Highly Efficient Self-Adaptive Reward Shaping for Reinforcement Learning
Haozhe Ma, Zhengding Luo, Thanh Vinh Vo, Kuankuan Sima, Tze-Yun Leong
TL;DR
This work tackles the sparse-reward challenge in reinforcement learning by introducing Self-Adaptive Success Rate-based Reward Shaping (SASR). SASR generates auxiliary rewards $R^S(s)$ from success-rate statistics modeled as Beta distributions, where $r^S_i \sim \text{Beta}(N_S(s_i)+1,N_F(s_i)+1)$ and then scales via $f(\cdot)$ to a usable range, balancing exploration and exploitation over time. To avoid heavy modeling, SASR derives Beta parameters using Kernel Density Estimation (KDE) with Random Fourier Features (RFF), maintaining two buffers of successes and failures and applying Thompson-sampling-inspired sampling for robustness.
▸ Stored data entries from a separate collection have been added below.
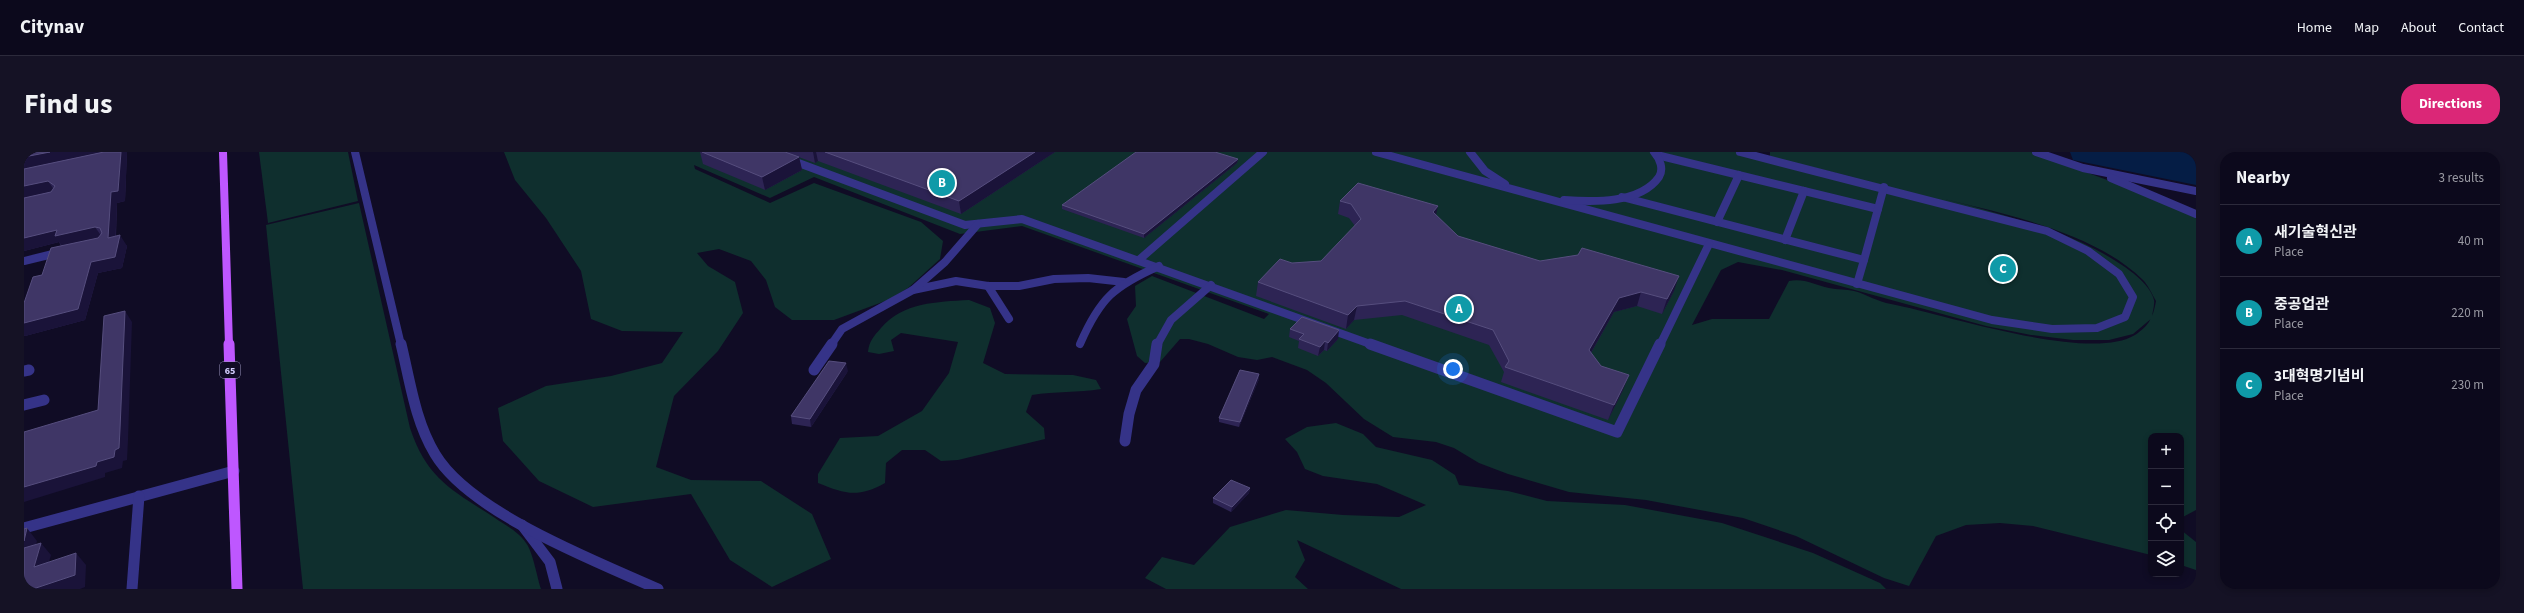 <!DOCTYPE html>
<html lang="en">
<head>
<meta charset="utf-8">
<style>
  :root { --surface:#0c091c; --page:#151225; --text:#f1f3f6; --muted:#9a9aa3; --line:#2c2a3b; --accent:#db2777 }
  body { margin:0; font-family:"Source Sans 3","Noto Sans KR",sans-serif; background:var(--page); color:var(--text) }
  .controls { position:absolute; right:12px; bottom:12px; display:grid; overflow:hidden; border-radius:8px; box-shadow:0 2px 6px #0003 }
  .controls button { width:36px; height:36px; display:grid; place-items:center; padding:0; border:0; border-bottom:1px solid var(--line); background:var(--surface); color:var(--text); font:20px sans-serif }
  .you { position:absolute; left:1429px; top:217px; width:14px; height:14px; margin:-10px; border:3px solid #fff; border-radius:50%; background:#1a73e8; box-shadow:0 0 0 6px #1a73e833 }
  .badge { display:grid; place-items:center; width:26px; height:26px; border-radius:50%; background:var(--accent); color:#fff; font-size:13px; font-weight:700 }
  .pin { position:absolute; translate:-50% -50%; border:2px solid #fff; box-shadow:0 1px 4px #0006 }
  .list { margin:0; padding:0; list-style:none }
  h2 { display:flex; justify-content:space-between; align-items:center; height:52px; margin:0; padding:0 16px; font-size:17px }
  h2 small { font-size:13px; font-weight:400; color:var(--muted) }
  .list li { display:grid; grid-template-columns:26px 1fr auto; gap:12px; align-items:center; box-sizing:border-box; height:72px; padding:0 16px; border-top:1px solid var(--line) }
  .list b { display:block; font-size:15px; white-space:nowrap }
  .list p { margin:0; font-size:13px; white-space:nowrap; color:var(--muted) }
  .list em { font-size:13px; font-style:normal; color:var(--muted) }
  .icon { flex:none; width:22px; height:22px; fill:none; stroke:currentColor; stroke-width:2; stroke-linecap:round; stroke-linejoin:round }
  .map { position:relative; flex:none; width:2172px; height:437px; overflow:hidden; border-radius:16px }
  header { display:flex; align-items:center; gap:24px; box-sizing:border-box; height:56px; padding:0 20px; background:var(--surface); border-bottom:1px solid var(--line) }
  header strong { font-size:19px }
  nav { display:flex; gap:22px; margin-inline-start:auto; font-size:14px }
  .intro { display:flex; align-items:center; justify-content:space-between; box-sizing:border-box; height:96px; padding:0 24px }
  h1 { margin:0; font-size:28px }
  .button { padding:10px 18px; border-radius:16px; background:var(--accent); color:#fff; font-size:14px; font-weight:700 }
  main { display:flex; gap:24px; padding:0 24px }
  aside { flex:1; background:var(--surface); border-radius:16px; box-shadow:0 2px 6px #0003 }
  .map>svg:first-child { display:block }
  .green { fill:#0f2f2e }
  .water { fill:#051d45 }
  .lines { fill:none; stroke-linecap:round; stroke-linejoin:round }
  .service-far1 { stroke:#353388; stroke-width:8 }
  .service { stroke:#353388; stroke-width:11 }
  .minor-far1 { stroke:#353388; stroke-width:8 }
  .minor { stroke:#353388; stroke-width:11 }
  .primary-far1 { stroke:#be57ff; stroke-width:8 }
  .primary { stroke:#be57ff; stroke-width:11 }
  .wall { fill:#2d2454 }
  .shaded-wall { fill:#1a1339 }
  .building { fill:#3f3666; stroke:#564e7e }
  .labels { text-anchor:middle; stroke-width:3; stroke-linejoin:round; paint-order:stroke }
  .shield { fill:#100c25; stroke:#9a95be; stroke-width:1 }
  .shield-label { font-size:10px; font-weight:bold; fill:#d5d0ff }
</style>
</head>
<body>
<header>
<strong>Citynav</strong>
<nav><a>Home</a><a>Map</a><a>About</a><a>Contact</a></nav>
</header>
<div class="intro"><h1>Find us</h1><a class="button">Directions</a></div>
<main>
<div class="map">
<svg width="2172" height="437" viewBox="0 0 2172 437">
  <rect width="100%" height="100%" fill="#100c25"/>
  <!-- green -->
  <g class="green">
    <path d="M235 0H324L334 49 244 71Z"/>
    <path d="M480 0H1732L1739 4C1834 27 1931 46 2024 77 2050 85 2124 119 2130 148 2131 153 2128 161 2128 166L2109 182 2085 188H2049L2007 183 1962 174 1758 118 1714 110 1697 118 1668 173 1688 167H1745L1765 129C1780 126 1791 133 1805 136 1813 138 1822 137 1830 139 1842 142 1854 150 1867 152 1920 162 2065 211 2111 183 2126 173 2129 165 2132 149 2128 142 2124 133 2119 128 2066 76 1966 59 1896 41 1846 29 1796 17 1746 5V0H2007L2124 43 2172 65V358L2157 366V284H2127V403L2009 374 1976 371 1942 373 1912 384 1885 434 1860 426 1772 384 1719 366 1622 348 1545 340 1484 322 1455 311 1430 296 1412 290 1369 285 1340 267 1302 231 1283 218 1248 205 1233 208 1214 205 1184 192 1165 187H1156L1136 210 1121 211 1113 204 1103 167 1112 154 1111 134 1128 124 1240 167 1245 162 998 74 936 82 790 25 746 46 670 13 671 17 746 51 790 31 897 70 919 89 916 107 884 136 864 148 810 168H768L751 155 742 128 727 109 695 97 673 101 684 114 711 130 719 161 694 199 650 244 632 315 667 328 737 329 788 362 807 407 748 435 706 408 667 342 569 355 515 329 479 289 474 256 522 234 587 224 638 211 659 180 598 179 567 167 557 119 522 66 491 28Z"/>
    <path d="M335 51 386 276C403 327 428 338 471 366 481 373 495 380 502 391 509 400 513 425 517 437H279L242 73Z"/>
    <path d="M945 148 966 156 971 171 959 211 981 222 1049 223 1072 228 1077 237C1054 241 1031 239 1008 243L1002 260 1020 276 1021 287 934 308 917 309 901 298H878L862 311 861 331C834 346 821 342 794 331V322L816 286 854 284 898 259 925 221 934 190 877 181 867 188 870 199 855 202 844 200C845 189 850 184 857 176 879 150 913 150 945 148Z"/>
    <path d="M1312 271 1339 282 1352 295 1408 308 1431 323 1435 333 1484 339 1523 349 1601 353 1698 371 1789 401 1856 431 1862 437H1377L1273 388 1281 408 1271 425 1284 437H1142L1121 426 1138 405 1170 413 1206 375 1262 358 1319 363 1375 365 1402 353 1353 332 1299 324 1281 317 1273 300 1261 287 1283 275Z"/>
    <path d="M2157 378 2172 390V418L2157 413Z"/>
  </g>
  <!-- water -->
  <path class="water" d="M2046 0H2172V33L2049 8Z"/>
  <g class="lines">
    <!-- service-far1 -->
    <g class="service-far1">
      <path d="M745 0 941 73 998 67 1349 193"/>
      <path d="M1352 0 1968 168 2028 177 2073 176 2101 165 2109 145 2095 122 2064 99 2023 79 1716 0"/>
      <path d="M1446 0 1461 19 1481 32"/>
      <path d="M2012 0 2059 16 2172 39"/>
      <path d="M1633 3 1854 57"/>
      <path d="M2087 26 2172 62"/>
      <path d="M1598 45 1840 108 1860 35"/>
      <path d="M1540 48C1569 50 1616 52 1635 25 1640 17 1636 7 1630 0"/>
      <path d="M1693 70 1715 23"/>
      <path d="M1761 88 1780 39"/>
      <path d="M1116 107 1239 0"/>
      <path d="M1833 132 1840 108"/>
      <path d="M964 134 985 167"/>
      <path d="M889 138 932 129 964 134H995L1030 127 1064 126 1100 130"/>
      <path d="M1056 192C1076 146 1090 134 1135 114"/>
      <path d="M807 193 818 177 889 138 921 110 954 72"/>
      <path d="M1133 193 1147 168 1187 133"/>
      <path d="M1636 193 1685 92"/>
    </g>
    <!-- service -->
    <g class="service">
      <path d="M1346 192 1593 280 1636 192"/>
      <path d="M790 218 808 192"/>
      <path d="M1101 289 1105 262 1112 238 1130 212 1133 192"/>
      <path d="M498 373 526 410 533 437"/>
    </g>
    <!-- minor-far1 -->
    <g class="minor-far1">
      <path d="M331 0 377 193"/>
      <path d="M0 109 37 100"/>
    </g>
    <!-- minor -->
    <g class="minor">
      <path d="M377 192C386 229 391 269 411 302 446 361 572 409 634 437"/>
      <path d="M0 219 5 218"/>
      <path d="M0 253 20 248"/>
      <path d="M0 376 210 319"/>
      <path d="M108 437 115 344"/>
    </g>
    <!-- primary-far1 -->
    <path class="primary-far1" d="M199 0 205 193"/>
    <!-- primary -->
    <path class="primary" d="M205 192 213 437"/>
  </g>
  <!-- wall -->
  <g class="wall">
    <path d="M0 0H103L101 49 93 51 92 84 103 94 98 116 74 121 61 168 1 184 0 183V151L37 94 35 90 0 99Z"/>
    <path d="M676 0H761L775 5 778 18 741 38 679 12Z"/>
    <path d="M761 0H1031L937 62 794 9 791 11Z"/>
    <path d="M1214 7 1213 11 1120 86 1038 57V53Z"/>
    <path d="M1316 49 1412 63 1434 84 1516 109 1650 139 1638 162 1613 154 1590 160 1567 201 1577 214 1599 238 1584 268 1477 230 1480 220 1465 193 1378 163 1330 168 1322 177 1232 144 1234 130 1297 109 1331 74 1325 66 1314 62Z"/>
    <path d="M1266 177 1314 187 1303 199 1300 198 1294 204 1274 196 1275 189 1265 185Z"/>
    <path d="M824 219 787 275 768 272 767 264Z"/>
    <path d="M1235 227 1215 275 1195 270V266Z"/>
    <path d="M1226 336 1225 341 1207 360 1189 351V346Z"/>
  </g>
  <!-- shaded-wall -->
  <g class="shaded-wall">
    <path d="M26 0H79L0 17V5Z"/>
    <path d="M97 0H103L101 49 93 51 91 97 84 86 87 40Z"/>
    <path d="M789 0H792L794 9 791 11Z"/>
    <path d="M1011 0H1031L937 62 935 49Z"/>
    <path d="M775 5 778 18 741 38 738 25Z"/>
    <path d="M1214 7 1213 11 1120 86V82Z"/>
    <path d="M24 29 31 39 0 46V34Z"/>
    <path d="M1414 54 1411 68 1409 60Z"/>
    <path d="M71 75 78 85 38 94 35 90 0 99V86L33 78Z"/>
    <path d="M96 83 103 94 98 116 74 121 61 168 1 184 0 183V171Z"/>
    <path d="M1655 124 1650 139 1638 162 1643 147Z"/>
    <path d="M1617 140 1613 154 1590 160 1560 213 1565 198 1595 146Z"/>
    <path d="M1333 154 1330 168 1322 177 1324 163Z"/>
    <path d="M101 159 108 170 104 288 103 308 99 309 98 316 81 321V325L0 350V335L73 310Z"/>
    <path d="M1315 178 1314 187 1303 199 1304 191Z"/>
    <path d="M1301 189 1300 198 1294 204 1296 195Z"/>
    <path d="M822 211 824 219 787 275 786 267Z"/>
    <path d="M1235 222V227L1215 275 1216 270Z"/>
    <path d="M1605 223 1599 238 1584 268 1590 253Z"/>
    <path d="M1226 336 1225 341 1207 360 1208 355Z"/>
    <path d="M3 376 13 389 8 408 0 399V389Z"/>
    <path d="M17 391 27 403 20 427 10 415Z"/>
    <path d="M52 401 62 413 61 435 56 437H9Z"/>
  </g>
  <!-- building -->
  <g class="building">
    <path d="M0 0H26L0 5Z"/>
    <path d="M80 0H97L94 39 87 40 84 86 96 83 91 105 67 110 54 157 0 171V151L9 125 18 123 27 96 74 86 78 81 76 76 71 75 31 84 33 78 0 86V46L27 40 31 34 24 29 0 34V17Z"/>
    <path d="M678 0H761L775 5 738 25Z"/>
    <path d="M801 0H1011L935 49Z"/>
    <path d="M1112 0H1191L1214 7 1120 82 1038 53Z"/>
    <path d="M1334 31 1414 54 1409 60 1434 84 1516 109 1554 103 1558 96 1655 124 1643 147 1617 140 1595 146 1565 198 1577 214 1605 223 1590 253 1481 215 1485 209 1469 178 1381 149 1333 154 1324 163 1234 130 1256 107 1268 111 1297 109 1337 67 1327 52 1316 49Z"/>
    <path d="M101 159 96 277 95 296 91 298 90 305 73 310 72 314 0 335V280L74 258 80 164Z"/>
    <path d="M1278 165 1315 178 1304 191 1301 189 1296 195 1275 187 1280 182 1266 177Z"/>
    <path d="M805 209 822 211 786 267 767 264Z"/>
    <path d="M1216 218 1235 222 1216 270 1195 266Z"/>
    <path d="M1207 328 1226 336 1208 355 1189 346Z"/>
    <path d="M3 376 0 389V377Z"/>
    <path d="M17 391 10 415 52 401 51 423 9 437H0V396Z"/>
  </g>
  <g class="labels">
    <!-- shield labels -->
    <rect class="shield" x="196" y="210" width="20" height="16" rx="3"/>
    <g class="shield-label">
      <text x="206" y="222">65</text>
    </g>
  </g>
</svg>
<div class="controls">
<button>+</button>
<button>−</button>
<button><svg class="icon" aria-label="locate" viewBox="0 0 24 24"><circle cx="12" cy="12" r="6"/><path d="M12 2v4M12 18v4M2 12h4M18 12h4"/></svg></button>
<button><svg class="icon" aria-label="layers" viewBox="0 0 24 24"><path d="M12 4l9 5-9 5-9-5zM3 14l9 5 9-5"/></svg></button>
</div>
<div class="you"></div>
<div class="pin badge" style="left:1435px;top:157px;background:#0f9aa8">A</div>
<div class="pin badge" style="left:918px;top:31px;background:#0f9aa8">B</div>
<div class="pin badge" style="left:1979px;top:117px;background:#0f9aa8">C</div>
</div>
<aside>
<h2>Nearby<small>3 results</small></h2>
<ul class="list">
<li><span class="badge" style="background:#0f9aa8">A</span><div><b>새기술혁신관</b><p>Place</p></div><em>40 m</em></li>
<li><span class="badge" style="background:#0f9aa8">B</span><div><b>중공업관</b><p>Place</p></div><em>220 m</em></li>
<li><span class="badge" style="background:#0f9aa8">C</span><div><b>3대혁명기념비</b><p>Place</p></div><em>230 m</em></li>
</ul>
</aside>
</main>
</body>
</html>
Integrated with Soft Actor-Critic (SAC), SASR improves sample efficiency and convergence stability across extremely sparse, high-dimensional tasks, offering a practical, learning-free mechanism for reward shaping in continuous spaces. The approach demonstrates strong cross-domain performance and provides a foundation for extending reward shaping to denser reward settings and adaptive buffer strategies.
Abstract
Reward shaping is a technique in reinforcement learning that addresses the sparse-reward problem by providing more frequent and informative rewards. We introduce a self-adaptive and highly efficient reward shaping mechanism that incorporates success rates derived from historical experiences as shaped rewards. The success rates are sampled from Beta distributions, which dynamically evolve from uncertain to reliable values as data accumulates. Initially, the shaped rewards exhibit more randomness to encourage exploration, while over time, the increasing certainty enhances exploitation, naturally balancing exploration and exploitation. Our approach employs Kernel Density Estimation (KDE) combined with Random Fourier Features (RFF) to derive the Beta distributions, providing a computationally efficient, non-parametric, and learning-free solution for high-dimensional continuous state spaces. Our method is validated on various tasks with extremely sparse rewards, demonstrating notable improvements in sample efficiency and convergence stability over relevant baselines.